Friday, June 15, 2012

Getting to the Heart

I read this on Oriah Mountain Dreamer's blog The Green Bough yesterday:

The problem is it’s hard to recognize how far off the path of our own soul's life we've drifted when we have unconsciously dissociated in an effort to fit the life that we thought we should want or at least should commit to no matter what. Our psyche dissociates to tolerate the intolerable, to disconnect from and numb to what is insulting to the soul, and it’s pretty much impossible to disconnect and simultaneously be aware of the disconnection.

I love Oriah's writing; it gets right to the heart. Truth be told, my heart feels a little broken lately and I had been having some trouble understanding why. I think the above sentiment helps to explain it.

This week I attended two graduations a day apart, my son's middle school graduation and my nephew's elementary school graduation. Though graduations are meant to be joyous, they felt the opposite to me. They felt hollow. A few students were honored at both. I am happy for those honored, and for their success. Still, I feel sad for the majority who fall into the center of the bell curve, or below, so to speak.

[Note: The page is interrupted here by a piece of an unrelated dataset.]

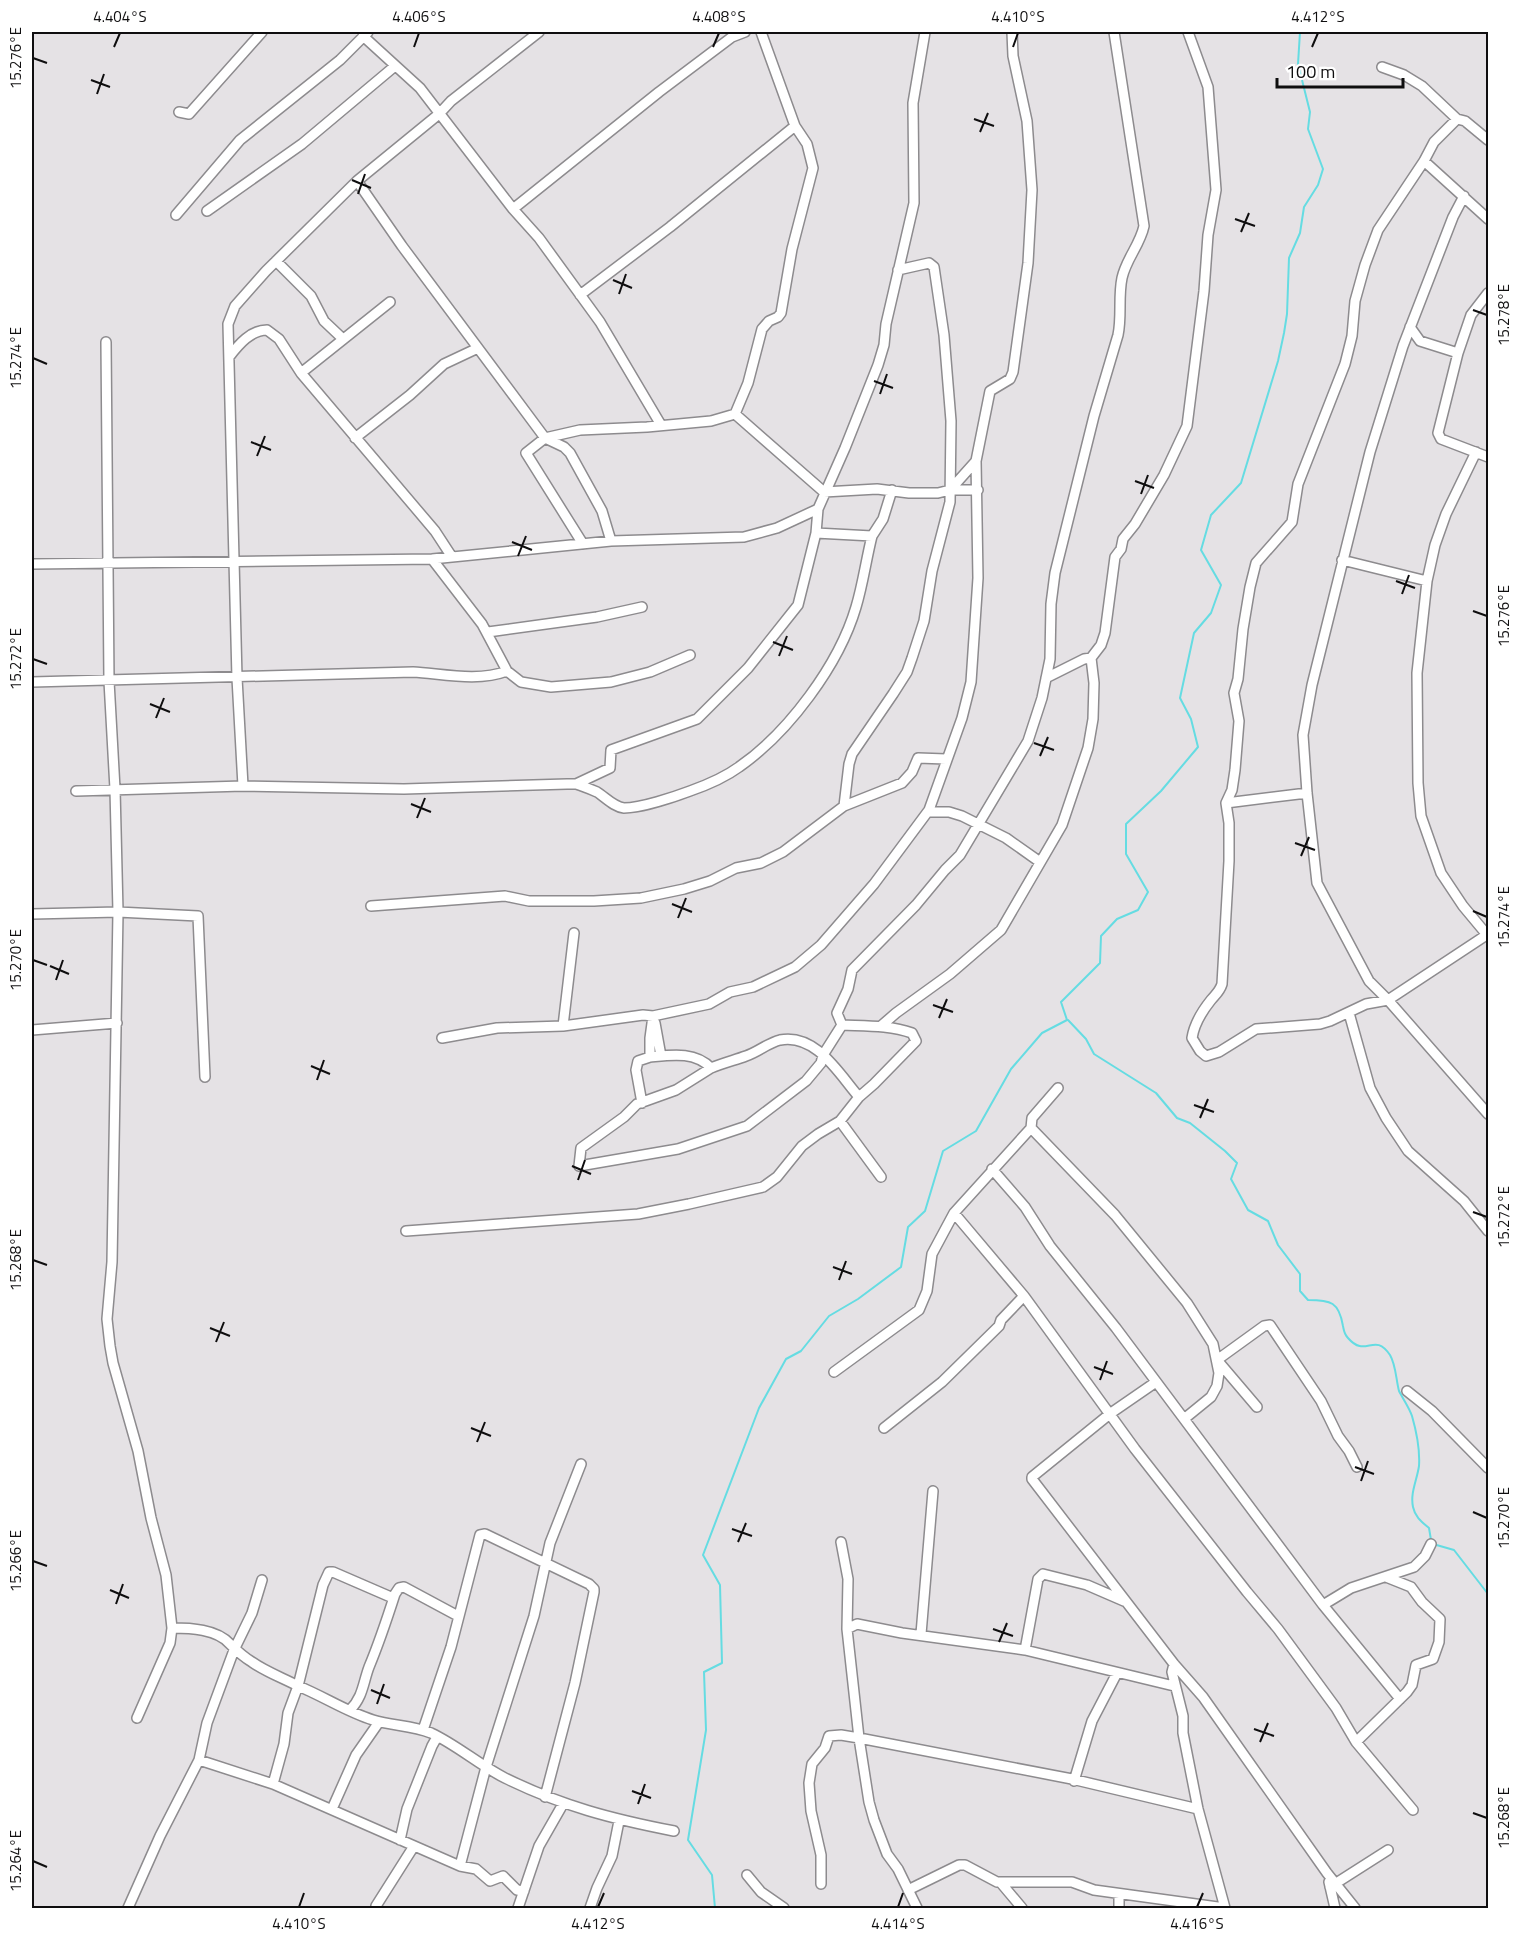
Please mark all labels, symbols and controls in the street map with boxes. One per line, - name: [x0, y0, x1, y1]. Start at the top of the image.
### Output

At each event the speakers attempted to paint a picture of the shining future ahead of each child but I couldn't help but think of the heartbreaks many of them will face, probably are facing, as we sat listening. (It kind of feels like ceremonies of denial.)

I was feeling bad about feeling this way, and then I read Oriah's words and sent them to my close friends. After talking over my feelings with one friend, she helped me to realize that what was happening was I wasn't dissociating from my feelings but instead was deeply tuned in to reality, the reality we can't speak aloud at events like these because it would be too annihilating--so we just numb out and pretend.

We pretend that the kids who didn't get perfect grades don't feel bad that their efforts are not acknowledgeable and that if we just honor those who do, the others will somehow be okay. We pretend the kids that didn't have perfect attendance weren't missing school because they come from dysfunctional families who couldn't get them there, or that they weren't disinterested, disconnected, or depressed, and therefore didn't show up. This is insulting to our soul, so we dissociate.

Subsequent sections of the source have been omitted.